__Available records__.

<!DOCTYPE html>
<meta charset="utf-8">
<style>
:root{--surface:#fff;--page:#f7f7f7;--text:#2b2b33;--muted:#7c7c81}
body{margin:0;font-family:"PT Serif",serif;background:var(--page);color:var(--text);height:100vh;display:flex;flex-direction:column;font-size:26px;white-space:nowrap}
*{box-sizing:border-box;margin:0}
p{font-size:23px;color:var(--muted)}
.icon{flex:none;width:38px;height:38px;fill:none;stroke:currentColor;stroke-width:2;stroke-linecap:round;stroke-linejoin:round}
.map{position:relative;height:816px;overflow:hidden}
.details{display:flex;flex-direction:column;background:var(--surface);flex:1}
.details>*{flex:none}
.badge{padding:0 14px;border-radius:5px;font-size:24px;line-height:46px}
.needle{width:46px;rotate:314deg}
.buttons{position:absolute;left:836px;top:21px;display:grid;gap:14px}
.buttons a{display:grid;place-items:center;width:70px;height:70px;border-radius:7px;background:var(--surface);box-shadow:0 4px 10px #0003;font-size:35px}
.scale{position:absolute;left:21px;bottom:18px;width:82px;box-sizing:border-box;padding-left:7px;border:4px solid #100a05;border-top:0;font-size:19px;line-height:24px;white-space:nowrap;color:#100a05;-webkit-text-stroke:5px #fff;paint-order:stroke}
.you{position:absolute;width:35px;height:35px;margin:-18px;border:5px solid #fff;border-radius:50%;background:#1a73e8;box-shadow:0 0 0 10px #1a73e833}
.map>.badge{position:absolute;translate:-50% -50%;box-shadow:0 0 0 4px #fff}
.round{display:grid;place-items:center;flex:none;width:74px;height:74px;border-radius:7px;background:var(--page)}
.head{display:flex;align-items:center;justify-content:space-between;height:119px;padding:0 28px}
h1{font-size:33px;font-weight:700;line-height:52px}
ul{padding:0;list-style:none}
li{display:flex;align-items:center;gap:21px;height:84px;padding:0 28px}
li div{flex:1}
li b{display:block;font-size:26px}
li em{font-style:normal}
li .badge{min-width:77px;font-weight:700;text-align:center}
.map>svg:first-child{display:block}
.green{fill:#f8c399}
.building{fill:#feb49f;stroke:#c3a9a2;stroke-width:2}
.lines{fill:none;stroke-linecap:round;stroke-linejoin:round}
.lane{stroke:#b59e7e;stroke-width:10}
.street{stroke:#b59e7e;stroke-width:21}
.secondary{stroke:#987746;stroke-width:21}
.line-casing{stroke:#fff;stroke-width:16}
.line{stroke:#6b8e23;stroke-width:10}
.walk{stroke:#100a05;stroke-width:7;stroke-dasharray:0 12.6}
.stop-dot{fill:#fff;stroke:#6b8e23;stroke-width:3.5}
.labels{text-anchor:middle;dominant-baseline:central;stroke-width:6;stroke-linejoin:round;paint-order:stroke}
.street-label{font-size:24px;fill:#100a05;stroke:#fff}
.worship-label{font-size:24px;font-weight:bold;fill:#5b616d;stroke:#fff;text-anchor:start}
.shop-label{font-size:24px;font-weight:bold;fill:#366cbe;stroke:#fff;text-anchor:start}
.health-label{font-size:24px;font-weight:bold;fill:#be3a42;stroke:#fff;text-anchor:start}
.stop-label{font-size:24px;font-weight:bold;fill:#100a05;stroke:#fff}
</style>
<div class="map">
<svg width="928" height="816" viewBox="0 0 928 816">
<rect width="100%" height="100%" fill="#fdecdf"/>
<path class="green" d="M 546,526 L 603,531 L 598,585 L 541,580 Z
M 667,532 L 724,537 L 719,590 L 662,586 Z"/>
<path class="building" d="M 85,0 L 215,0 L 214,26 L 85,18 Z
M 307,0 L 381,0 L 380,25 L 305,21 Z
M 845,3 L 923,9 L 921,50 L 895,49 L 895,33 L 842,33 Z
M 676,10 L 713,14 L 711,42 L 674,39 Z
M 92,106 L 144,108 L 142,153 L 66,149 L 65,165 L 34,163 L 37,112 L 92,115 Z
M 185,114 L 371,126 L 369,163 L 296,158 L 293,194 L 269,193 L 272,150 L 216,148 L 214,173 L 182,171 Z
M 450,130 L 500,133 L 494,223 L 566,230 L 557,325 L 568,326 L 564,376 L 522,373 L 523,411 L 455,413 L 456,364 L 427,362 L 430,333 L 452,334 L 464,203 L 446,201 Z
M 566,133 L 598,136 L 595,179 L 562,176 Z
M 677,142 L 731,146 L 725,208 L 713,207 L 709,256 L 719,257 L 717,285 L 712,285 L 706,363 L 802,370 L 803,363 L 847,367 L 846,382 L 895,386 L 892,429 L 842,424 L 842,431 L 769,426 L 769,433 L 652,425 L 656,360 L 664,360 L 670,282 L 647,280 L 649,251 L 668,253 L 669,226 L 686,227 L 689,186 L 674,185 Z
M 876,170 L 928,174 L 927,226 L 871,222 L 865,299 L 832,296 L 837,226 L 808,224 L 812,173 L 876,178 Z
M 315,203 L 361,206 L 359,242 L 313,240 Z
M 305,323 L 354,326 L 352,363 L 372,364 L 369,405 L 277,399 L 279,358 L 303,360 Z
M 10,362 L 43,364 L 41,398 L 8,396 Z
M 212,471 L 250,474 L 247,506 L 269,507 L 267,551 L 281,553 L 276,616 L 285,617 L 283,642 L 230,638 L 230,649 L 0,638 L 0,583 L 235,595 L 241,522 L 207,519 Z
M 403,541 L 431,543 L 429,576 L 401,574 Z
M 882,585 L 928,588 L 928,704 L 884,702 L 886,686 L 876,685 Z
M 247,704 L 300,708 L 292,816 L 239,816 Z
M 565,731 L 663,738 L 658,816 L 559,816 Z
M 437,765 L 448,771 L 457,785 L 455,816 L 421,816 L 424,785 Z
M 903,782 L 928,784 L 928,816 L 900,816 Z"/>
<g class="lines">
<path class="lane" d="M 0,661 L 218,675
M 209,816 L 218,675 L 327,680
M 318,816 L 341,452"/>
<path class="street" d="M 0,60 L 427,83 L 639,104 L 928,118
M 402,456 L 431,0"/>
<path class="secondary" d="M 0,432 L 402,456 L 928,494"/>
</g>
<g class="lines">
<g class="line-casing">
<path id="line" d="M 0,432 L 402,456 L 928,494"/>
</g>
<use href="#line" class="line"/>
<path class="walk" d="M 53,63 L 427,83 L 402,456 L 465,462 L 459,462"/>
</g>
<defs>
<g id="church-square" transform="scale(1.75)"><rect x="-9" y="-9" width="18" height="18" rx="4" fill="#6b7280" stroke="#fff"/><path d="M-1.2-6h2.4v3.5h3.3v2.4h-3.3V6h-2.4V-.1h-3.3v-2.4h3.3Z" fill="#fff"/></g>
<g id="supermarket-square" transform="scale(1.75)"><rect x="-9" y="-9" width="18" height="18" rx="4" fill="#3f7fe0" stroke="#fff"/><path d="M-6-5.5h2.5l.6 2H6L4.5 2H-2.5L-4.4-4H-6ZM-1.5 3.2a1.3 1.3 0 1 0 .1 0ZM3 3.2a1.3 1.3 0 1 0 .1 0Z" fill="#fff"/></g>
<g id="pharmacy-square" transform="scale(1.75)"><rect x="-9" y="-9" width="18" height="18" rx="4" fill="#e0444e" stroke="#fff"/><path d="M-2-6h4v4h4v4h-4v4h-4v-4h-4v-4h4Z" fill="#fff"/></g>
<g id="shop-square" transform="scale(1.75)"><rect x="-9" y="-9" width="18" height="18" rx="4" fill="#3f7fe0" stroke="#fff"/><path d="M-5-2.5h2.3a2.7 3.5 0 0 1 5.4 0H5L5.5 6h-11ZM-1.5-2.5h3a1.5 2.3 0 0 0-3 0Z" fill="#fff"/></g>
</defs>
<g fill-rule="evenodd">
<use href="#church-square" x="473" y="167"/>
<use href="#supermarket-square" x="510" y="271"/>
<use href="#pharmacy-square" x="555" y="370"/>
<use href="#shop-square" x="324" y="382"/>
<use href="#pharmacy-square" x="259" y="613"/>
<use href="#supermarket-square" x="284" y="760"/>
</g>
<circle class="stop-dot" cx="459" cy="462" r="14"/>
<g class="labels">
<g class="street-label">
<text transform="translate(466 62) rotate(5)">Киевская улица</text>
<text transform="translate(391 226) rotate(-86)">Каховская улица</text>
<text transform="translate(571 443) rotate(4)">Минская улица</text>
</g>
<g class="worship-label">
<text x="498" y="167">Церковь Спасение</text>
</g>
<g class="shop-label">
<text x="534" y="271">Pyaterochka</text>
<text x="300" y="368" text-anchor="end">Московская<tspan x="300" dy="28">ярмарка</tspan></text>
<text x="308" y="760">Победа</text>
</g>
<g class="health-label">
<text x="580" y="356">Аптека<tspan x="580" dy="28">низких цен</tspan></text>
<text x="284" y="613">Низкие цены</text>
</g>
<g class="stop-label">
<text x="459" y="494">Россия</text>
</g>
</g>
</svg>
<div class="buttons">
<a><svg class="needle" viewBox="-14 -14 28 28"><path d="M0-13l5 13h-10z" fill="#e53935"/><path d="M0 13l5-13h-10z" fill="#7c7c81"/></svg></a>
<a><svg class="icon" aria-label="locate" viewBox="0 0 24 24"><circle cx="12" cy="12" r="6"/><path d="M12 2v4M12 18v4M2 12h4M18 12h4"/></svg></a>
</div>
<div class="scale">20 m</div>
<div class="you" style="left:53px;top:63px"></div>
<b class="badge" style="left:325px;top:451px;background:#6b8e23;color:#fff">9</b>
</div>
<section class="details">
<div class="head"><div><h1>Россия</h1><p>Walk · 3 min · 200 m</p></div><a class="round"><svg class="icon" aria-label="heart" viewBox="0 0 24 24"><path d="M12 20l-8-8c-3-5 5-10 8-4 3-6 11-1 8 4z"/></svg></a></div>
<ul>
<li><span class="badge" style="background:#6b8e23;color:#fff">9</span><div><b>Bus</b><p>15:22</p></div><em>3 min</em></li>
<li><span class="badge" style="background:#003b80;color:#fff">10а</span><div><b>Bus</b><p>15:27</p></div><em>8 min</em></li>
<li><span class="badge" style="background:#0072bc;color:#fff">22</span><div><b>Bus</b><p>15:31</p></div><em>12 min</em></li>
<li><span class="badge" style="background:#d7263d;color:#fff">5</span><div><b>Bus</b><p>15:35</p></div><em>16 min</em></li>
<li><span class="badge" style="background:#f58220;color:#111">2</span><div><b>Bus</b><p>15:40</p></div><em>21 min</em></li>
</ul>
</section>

__Task__. Work out how many lines in the data above contain the word "nowrap" and respond with that number only.

__Answer box__. 2